Task goal - Count how many lines below include the word "What". Answer with a number only.

[[ Data, beginning ]]

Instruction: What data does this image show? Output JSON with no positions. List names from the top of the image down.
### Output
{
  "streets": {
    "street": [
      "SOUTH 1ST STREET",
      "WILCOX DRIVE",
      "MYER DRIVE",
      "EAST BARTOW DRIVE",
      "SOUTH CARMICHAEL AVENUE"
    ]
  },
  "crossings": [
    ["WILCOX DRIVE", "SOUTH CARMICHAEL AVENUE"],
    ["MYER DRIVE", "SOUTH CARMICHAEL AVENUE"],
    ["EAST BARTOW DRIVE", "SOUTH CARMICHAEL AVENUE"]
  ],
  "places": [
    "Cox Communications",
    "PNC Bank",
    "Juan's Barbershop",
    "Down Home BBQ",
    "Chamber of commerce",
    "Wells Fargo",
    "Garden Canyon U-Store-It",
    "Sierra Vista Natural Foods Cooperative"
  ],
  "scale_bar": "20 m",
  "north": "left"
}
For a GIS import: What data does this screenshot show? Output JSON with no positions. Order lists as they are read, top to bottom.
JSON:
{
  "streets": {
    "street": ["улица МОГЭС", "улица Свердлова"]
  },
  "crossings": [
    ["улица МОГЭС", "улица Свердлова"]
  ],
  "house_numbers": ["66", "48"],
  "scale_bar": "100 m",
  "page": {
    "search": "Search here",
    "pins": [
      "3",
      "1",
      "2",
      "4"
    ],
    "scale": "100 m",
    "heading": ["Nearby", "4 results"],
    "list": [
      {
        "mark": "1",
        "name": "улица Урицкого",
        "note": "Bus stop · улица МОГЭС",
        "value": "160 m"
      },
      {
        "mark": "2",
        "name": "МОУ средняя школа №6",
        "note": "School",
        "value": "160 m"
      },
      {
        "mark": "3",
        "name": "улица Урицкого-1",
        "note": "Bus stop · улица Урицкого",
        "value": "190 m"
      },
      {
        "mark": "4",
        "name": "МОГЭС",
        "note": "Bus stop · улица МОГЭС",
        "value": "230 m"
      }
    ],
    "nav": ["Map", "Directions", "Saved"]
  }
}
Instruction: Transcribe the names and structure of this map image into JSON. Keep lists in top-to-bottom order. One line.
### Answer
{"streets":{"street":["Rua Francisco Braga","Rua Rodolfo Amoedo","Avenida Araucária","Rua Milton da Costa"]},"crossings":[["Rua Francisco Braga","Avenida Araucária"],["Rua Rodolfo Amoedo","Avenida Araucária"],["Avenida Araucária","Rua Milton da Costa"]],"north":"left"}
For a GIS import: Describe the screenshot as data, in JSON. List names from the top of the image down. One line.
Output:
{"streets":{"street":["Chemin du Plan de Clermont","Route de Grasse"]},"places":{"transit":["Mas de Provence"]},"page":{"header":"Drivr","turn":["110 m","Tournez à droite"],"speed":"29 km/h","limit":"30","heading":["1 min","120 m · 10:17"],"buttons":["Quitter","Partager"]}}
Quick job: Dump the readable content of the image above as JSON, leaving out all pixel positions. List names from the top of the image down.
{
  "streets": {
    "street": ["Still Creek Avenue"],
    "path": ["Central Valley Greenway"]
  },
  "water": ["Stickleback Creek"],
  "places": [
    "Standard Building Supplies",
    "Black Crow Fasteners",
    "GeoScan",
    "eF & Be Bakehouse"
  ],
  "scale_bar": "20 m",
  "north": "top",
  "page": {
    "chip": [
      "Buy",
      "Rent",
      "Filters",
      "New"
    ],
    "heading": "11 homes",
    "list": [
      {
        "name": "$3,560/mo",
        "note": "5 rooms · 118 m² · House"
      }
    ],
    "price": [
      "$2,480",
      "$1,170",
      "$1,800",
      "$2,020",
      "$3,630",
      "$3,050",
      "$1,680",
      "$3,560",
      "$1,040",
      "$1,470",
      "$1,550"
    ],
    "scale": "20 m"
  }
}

[[ Data, end ]]

The completed task - 2